---------- DATA PROVIDED ----------

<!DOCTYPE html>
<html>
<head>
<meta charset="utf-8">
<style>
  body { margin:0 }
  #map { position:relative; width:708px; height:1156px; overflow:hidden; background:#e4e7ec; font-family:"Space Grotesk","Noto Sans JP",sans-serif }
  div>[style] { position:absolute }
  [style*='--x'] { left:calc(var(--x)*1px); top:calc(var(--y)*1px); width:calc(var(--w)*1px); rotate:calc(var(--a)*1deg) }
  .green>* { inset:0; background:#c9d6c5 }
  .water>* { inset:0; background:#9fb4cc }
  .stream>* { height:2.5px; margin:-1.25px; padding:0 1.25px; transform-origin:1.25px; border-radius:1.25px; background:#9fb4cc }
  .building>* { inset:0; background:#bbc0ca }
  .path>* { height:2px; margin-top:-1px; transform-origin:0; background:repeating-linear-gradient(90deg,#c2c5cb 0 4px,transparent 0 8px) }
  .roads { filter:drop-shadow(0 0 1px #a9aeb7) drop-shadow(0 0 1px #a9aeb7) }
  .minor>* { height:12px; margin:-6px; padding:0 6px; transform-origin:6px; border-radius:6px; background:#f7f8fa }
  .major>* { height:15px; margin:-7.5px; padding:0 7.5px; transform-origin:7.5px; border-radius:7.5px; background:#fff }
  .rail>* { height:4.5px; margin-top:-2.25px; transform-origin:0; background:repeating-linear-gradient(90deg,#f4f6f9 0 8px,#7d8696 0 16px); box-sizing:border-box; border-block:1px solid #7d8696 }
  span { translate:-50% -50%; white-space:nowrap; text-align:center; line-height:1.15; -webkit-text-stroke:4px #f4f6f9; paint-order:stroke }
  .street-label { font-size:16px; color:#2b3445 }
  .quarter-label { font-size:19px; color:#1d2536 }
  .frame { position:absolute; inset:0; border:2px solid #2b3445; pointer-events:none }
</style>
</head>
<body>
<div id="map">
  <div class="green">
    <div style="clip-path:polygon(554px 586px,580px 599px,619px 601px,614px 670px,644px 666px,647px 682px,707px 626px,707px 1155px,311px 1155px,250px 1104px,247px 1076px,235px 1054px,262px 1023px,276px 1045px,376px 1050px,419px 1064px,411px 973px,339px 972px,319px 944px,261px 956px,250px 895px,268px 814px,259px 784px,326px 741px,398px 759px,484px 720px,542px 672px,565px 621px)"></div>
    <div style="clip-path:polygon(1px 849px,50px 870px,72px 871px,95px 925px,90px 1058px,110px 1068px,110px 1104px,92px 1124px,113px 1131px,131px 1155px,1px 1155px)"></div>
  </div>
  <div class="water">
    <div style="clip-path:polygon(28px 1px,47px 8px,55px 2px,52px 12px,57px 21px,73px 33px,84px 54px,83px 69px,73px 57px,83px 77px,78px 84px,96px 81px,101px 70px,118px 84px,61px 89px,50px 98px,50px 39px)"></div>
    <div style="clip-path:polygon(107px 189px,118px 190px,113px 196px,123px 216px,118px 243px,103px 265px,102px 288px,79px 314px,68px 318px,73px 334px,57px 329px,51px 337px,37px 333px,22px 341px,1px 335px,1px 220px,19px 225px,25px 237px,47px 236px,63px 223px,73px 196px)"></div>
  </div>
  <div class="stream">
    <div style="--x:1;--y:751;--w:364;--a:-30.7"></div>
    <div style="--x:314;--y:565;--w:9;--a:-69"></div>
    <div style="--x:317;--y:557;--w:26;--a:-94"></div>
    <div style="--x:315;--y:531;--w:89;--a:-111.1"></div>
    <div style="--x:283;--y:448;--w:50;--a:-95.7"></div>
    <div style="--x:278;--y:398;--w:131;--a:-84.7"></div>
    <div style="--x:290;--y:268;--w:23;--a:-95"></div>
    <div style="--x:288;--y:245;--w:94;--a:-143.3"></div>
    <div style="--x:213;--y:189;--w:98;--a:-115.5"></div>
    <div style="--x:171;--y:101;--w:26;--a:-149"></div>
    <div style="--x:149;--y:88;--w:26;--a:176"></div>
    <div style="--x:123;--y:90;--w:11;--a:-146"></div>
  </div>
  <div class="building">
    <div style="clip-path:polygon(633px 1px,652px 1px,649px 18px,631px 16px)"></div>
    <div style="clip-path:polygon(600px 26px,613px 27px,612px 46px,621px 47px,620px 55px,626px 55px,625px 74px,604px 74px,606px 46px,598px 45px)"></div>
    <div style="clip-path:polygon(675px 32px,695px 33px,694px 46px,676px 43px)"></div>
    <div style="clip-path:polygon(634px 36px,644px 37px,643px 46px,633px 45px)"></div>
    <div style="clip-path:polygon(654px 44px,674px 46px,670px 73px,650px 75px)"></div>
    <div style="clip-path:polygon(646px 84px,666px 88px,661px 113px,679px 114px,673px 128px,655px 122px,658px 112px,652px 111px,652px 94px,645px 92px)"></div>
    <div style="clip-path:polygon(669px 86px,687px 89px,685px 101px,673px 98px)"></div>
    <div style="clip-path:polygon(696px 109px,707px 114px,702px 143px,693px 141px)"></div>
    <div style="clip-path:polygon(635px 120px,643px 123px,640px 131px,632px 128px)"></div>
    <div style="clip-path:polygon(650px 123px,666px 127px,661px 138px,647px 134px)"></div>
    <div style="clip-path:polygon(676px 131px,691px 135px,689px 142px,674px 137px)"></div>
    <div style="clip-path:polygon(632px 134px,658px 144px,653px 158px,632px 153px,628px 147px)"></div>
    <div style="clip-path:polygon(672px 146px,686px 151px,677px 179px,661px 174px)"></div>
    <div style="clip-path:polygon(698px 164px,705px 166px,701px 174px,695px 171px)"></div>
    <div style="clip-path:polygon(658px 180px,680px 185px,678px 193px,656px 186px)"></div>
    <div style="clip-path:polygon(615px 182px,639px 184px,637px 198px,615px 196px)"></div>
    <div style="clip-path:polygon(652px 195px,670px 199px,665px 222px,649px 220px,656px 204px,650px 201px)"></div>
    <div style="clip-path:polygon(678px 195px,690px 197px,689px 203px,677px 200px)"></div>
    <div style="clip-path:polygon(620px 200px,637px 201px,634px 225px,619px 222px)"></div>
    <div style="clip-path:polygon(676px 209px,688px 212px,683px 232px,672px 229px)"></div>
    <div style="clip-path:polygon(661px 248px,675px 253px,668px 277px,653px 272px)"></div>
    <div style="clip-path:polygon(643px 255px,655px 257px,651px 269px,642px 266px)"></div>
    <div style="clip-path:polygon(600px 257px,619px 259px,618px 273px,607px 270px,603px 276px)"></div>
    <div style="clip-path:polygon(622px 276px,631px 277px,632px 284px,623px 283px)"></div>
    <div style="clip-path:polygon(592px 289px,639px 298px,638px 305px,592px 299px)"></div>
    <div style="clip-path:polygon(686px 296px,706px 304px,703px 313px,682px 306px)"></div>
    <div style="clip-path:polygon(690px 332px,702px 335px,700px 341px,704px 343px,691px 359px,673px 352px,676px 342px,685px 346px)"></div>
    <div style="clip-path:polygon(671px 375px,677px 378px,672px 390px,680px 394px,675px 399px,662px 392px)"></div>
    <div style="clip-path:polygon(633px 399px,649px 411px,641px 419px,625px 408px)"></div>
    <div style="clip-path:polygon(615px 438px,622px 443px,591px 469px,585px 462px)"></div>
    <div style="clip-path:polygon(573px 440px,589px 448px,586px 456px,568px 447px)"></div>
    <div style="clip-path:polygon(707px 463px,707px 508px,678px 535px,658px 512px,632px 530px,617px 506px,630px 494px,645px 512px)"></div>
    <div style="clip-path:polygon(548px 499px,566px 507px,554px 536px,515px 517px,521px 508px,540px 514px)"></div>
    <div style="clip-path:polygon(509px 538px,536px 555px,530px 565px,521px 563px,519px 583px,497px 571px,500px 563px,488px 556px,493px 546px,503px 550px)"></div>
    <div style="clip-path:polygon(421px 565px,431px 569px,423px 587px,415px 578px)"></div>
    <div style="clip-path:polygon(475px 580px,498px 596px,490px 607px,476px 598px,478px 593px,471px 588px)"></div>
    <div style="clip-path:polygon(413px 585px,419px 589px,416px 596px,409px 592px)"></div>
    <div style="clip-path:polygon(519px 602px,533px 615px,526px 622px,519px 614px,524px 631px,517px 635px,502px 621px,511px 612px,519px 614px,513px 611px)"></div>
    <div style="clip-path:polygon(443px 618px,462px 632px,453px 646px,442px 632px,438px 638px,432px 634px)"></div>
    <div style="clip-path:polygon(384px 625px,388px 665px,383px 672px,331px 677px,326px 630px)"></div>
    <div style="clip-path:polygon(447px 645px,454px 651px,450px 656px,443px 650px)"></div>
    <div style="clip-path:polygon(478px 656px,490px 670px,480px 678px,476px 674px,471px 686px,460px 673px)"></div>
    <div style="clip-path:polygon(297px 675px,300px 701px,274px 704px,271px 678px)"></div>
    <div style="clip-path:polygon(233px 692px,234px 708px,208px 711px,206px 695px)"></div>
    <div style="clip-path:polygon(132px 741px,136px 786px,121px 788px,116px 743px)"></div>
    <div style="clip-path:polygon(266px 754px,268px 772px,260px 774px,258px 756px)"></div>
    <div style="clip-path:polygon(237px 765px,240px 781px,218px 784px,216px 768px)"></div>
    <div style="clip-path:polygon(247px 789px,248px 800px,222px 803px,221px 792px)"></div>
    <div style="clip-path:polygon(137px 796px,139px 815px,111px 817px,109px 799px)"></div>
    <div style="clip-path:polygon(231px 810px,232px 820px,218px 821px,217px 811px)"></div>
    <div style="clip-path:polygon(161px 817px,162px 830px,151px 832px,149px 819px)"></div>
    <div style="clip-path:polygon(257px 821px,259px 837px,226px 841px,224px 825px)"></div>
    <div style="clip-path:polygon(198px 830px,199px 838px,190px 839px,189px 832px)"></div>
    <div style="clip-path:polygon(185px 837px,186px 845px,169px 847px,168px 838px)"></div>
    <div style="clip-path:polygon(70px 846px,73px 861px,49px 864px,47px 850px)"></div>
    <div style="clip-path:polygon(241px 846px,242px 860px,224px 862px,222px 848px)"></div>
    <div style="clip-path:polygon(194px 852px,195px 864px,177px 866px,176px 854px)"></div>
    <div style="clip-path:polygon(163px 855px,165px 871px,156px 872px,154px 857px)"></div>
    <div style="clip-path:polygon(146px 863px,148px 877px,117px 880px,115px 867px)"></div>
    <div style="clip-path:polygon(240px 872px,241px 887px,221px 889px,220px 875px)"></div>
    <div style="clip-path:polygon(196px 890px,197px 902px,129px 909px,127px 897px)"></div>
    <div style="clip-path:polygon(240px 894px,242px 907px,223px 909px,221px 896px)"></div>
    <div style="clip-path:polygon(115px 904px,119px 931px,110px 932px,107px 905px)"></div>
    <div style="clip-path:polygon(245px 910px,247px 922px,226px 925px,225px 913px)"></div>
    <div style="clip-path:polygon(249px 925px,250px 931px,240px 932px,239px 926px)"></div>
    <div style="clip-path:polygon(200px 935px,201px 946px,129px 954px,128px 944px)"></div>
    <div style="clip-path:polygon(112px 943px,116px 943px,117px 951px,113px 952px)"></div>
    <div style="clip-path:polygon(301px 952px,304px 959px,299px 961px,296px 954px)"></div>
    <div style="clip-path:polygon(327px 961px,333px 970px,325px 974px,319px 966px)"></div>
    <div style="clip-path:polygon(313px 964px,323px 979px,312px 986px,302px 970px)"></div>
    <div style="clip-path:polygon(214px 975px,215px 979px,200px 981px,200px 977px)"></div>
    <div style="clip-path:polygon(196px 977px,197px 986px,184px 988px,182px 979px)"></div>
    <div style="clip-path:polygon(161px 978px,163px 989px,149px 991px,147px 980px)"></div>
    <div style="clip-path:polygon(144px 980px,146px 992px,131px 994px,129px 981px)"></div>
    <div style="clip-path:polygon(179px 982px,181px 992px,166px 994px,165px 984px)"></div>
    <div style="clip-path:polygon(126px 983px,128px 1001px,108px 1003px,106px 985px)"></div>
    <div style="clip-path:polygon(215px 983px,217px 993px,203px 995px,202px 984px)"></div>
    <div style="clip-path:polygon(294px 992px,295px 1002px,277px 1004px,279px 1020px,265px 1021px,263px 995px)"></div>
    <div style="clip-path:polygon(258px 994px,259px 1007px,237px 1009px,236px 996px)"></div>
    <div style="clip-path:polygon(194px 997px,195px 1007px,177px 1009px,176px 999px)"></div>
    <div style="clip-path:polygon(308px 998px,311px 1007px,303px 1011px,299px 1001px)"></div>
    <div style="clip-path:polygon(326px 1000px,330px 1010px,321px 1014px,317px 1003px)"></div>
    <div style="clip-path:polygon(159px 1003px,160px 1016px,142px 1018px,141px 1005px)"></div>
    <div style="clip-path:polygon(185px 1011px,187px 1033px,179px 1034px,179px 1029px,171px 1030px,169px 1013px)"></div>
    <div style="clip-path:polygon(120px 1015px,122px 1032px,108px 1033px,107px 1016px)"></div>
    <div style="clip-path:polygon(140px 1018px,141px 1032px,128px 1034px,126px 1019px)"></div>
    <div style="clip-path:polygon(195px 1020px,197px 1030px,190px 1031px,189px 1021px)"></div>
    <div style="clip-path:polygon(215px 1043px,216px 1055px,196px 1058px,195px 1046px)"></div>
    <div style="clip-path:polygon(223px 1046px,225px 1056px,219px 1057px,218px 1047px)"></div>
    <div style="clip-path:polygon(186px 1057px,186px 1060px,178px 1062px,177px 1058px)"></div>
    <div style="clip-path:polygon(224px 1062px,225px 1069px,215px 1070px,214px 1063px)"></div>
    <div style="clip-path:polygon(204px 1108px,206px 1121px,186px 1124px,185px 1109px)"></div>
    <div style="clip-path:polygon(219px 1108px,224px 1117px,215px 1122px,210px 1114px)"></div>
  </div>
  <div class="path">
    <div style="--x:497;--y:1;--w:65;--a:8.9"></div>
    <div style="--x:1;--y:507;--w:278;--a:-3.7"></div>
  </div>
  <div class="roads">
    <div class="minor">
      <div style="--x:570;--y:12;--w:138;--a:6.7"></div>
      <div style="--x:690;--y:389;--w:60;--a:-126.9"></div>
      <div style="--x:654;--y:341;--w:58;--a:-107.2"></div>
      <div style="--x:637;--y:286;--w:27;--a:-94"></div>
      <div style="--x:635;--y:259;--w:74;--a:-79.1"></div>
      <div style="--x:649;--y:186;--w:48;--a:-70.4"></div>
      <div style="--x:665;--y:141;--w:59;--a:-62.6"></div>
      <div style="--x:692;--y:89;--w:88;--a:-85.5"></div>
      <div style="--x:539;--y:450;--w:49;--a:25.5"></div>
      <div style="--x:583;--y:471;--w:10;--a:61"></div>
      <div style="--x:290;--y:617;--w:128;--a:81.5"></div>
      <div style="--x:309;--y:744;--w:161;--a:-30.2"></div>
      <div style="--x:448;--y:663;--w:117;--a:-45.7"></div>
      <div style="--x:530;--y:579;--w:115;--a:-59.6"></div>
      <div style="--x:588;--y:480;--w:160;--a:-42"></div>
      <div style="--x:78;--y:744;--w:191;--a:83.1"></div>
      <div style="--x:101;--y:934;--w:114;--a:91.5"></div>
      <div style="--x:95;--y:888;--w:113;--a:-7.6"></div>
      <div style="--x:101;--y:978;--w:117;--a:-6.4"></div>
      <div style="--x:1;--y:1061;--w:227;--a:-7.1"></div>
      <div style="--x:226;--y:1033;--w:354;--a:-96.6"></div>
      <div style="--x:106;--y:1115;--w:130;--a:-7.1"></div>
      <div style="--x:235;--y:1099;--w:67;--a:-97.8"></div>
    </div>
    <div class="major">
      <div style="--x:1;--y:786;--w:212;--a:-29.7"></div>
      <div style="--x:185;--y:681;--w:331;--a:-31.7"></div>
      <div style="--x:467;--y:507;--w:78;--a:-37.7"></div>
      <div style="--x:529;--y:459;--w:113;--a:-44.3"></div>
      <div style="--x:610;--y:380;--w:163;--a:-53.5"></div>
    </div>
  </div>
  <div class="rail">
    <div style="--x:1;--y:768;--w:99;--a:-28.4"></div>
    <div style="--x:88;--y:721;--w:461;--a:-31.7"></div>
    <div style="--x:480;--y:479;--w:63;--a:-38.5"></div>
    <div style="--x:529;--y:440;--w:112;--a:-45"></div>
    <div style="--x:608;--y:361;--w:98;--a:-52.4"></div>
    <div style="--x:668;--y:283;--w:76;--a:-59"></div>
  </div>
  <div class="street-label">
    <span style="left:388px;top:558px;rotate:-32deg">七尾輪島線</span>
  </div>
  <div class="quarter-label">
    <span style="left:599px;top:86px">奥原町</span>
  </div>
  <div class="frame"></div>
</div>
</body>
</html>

----------

▸ EXERCISE AIM:
Please set down again, word for word, only the lines from the start of the entries through the line with "height:2px; margin-top:-1px; transform-origin:0;", both ends included.

▸ RESPONSE BELOW:
<!DOCTYPE html>
<html>
<head>
<meta charset="utf-8">
<style>
  body { margin:0 }
  #map { position:relative; width:708px; height:1156px; overflow:hidden; background:#e4e7ec; font-family:"Space Grotesk","Noto Sans JP",sans-serif }
  div>[style] { position:absolute }
  [style*='--x'] { left:calc(var(--x)*1px); top:calc(var(--y)*1px); width:calc(var(--w)*1px); rotate:calc(var(--a)*1deg) }
  .green>* { inset:0; background:#c9d6c5 }
  .water>* { inset:0; background:#9fb4cc }
  .stream>* { height:2.5px; margin:-1.25px; padding:0 1.25px; transform-origin:1.25px; border-radius:1.25px; background:#9fb4cc }
  .building>* { inset:0; background:#bbc0ca }
  .path>* { height:2px; margin-top:-1px; transform-origin:0; background:repeating-linear-gradient(90deg,#c2c5cb 0 4px,transparent 0 8px) }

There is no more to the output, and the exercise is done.